> **Assignment**
From the entries that follow, report every line in which "Матросава" occurs.

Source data
==================================================
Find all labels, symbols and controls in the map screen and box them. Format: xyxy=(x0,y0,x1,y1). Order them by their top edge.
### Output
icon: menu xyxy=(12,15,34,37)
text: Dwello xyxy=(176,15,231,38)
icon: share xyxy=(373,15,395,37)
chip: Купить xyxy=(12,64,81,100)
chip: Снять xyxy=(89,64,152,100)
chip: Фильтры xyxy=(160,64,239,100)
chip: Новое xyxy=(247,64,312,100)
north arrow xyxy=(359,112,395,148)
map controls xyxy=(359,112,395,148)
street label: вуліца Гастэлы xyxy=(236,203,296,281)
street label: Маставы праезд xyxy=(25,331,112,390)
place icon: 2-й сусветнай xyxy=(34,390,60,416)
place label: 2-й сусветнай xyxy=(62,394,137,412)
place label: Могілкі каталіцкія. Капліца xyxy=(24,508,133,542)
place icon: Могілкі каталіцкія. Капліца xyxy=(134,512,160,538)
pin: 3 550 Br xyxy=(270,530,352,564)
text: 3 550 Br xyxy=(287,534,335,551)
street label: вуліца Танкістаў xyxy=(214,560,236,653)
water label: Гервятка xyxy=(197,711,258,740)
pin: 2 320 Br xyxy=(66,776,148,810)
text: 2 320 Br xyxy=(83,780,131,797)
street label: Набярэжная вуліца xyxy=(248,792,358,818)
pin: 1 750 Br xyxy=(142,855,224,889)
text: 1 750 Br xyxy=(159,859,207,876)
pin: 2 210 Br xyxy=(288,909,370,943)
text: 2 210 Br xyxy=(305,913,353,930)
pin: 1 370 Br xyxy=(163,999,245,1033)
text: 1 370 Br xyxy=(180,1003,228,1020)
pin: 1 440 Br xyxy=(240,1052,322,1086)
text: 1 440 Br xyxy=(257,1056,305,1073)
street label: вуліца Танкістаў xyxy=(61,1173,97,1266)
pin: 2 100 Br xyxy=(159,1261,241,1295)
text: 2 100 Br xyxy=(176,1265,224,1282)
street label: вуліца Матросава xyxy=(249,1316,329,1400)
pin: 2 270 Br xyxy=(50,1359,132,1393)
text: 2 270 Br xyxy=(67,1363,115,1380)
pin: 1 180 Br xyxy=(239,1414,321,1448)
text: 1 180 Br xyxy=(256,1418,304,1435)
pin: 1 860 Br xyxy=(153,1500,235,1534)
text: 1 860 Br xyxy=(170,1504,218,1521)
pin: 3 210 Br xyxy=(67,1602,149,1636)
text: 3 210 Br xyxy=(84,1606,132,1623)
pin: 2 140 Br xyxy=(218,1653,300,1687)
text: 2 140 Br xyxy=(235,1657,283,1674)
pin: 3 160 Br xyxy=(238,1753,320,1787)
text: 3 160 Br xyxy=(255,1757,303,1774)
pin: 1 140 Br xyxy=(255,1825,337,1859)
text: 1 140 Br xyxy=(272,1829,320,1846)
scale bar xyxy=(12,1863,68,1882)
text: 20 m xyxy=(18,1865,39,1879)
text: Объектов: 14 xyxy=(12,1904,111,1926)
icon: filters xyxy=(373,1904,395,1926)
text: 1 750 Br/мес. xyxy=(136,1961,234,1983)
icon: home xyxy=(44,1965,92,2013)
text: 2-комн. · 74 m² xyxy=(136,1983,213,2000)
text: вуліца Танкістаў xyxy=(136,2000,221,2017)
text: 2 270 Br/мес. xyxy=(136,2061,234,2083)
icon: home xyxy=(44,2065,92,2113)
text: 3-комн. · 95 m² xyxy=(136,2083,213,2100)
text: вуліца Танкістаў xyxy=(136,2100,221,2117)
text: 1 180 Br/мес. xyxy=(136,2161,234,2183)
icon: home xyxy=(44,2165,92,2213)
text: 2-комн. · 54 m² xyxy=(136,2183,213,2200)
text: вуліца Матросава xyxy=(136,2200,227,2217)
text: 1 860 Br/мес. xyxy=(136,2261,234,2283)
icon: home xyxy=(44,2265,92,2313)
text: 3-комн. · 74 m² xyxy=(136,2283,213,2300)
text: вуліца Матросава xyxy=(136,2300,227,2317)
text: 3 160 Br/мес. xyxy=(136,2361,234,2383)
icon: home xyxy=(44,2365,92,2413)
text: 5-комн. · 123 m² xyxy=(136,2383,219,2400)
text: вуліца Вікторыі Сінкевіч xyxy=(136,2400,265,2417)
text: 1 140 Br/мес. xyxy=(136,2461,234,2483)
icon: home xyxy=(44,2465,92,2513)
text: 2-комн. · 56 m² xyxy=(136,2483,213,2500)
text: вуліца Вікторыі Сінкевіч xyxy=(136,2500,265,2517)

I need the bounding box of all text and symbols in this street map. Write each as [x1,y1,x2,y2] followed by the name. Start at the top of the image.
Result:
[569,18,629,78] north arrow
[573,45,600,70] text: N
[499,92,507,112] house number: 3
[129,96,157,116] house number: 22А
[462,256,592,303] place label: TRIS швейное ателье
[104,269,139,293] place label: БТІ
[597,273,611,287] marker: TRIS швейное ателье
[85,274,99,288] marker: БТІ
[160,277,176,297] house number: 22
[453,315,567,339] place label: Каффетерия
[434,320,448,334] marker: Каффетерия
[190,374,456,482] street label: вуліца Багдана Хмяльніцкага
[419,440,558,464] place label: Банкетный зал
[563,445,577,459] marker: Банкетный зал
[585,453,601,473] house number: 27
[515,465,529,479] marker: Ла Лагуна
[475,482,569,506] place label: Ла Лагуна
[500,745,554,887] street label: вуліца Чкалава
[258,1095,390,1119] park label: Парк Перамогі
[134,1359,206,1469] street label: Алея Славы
==================================================
> **Result of the exercise**
street label: вуліца Матросава xyxy=(249,1316,329,1400)
text: вуліца Матросава xyxy=(136,2200,227,2217)
text: вуліца Матросава xyxy=(136,2300,227,2317)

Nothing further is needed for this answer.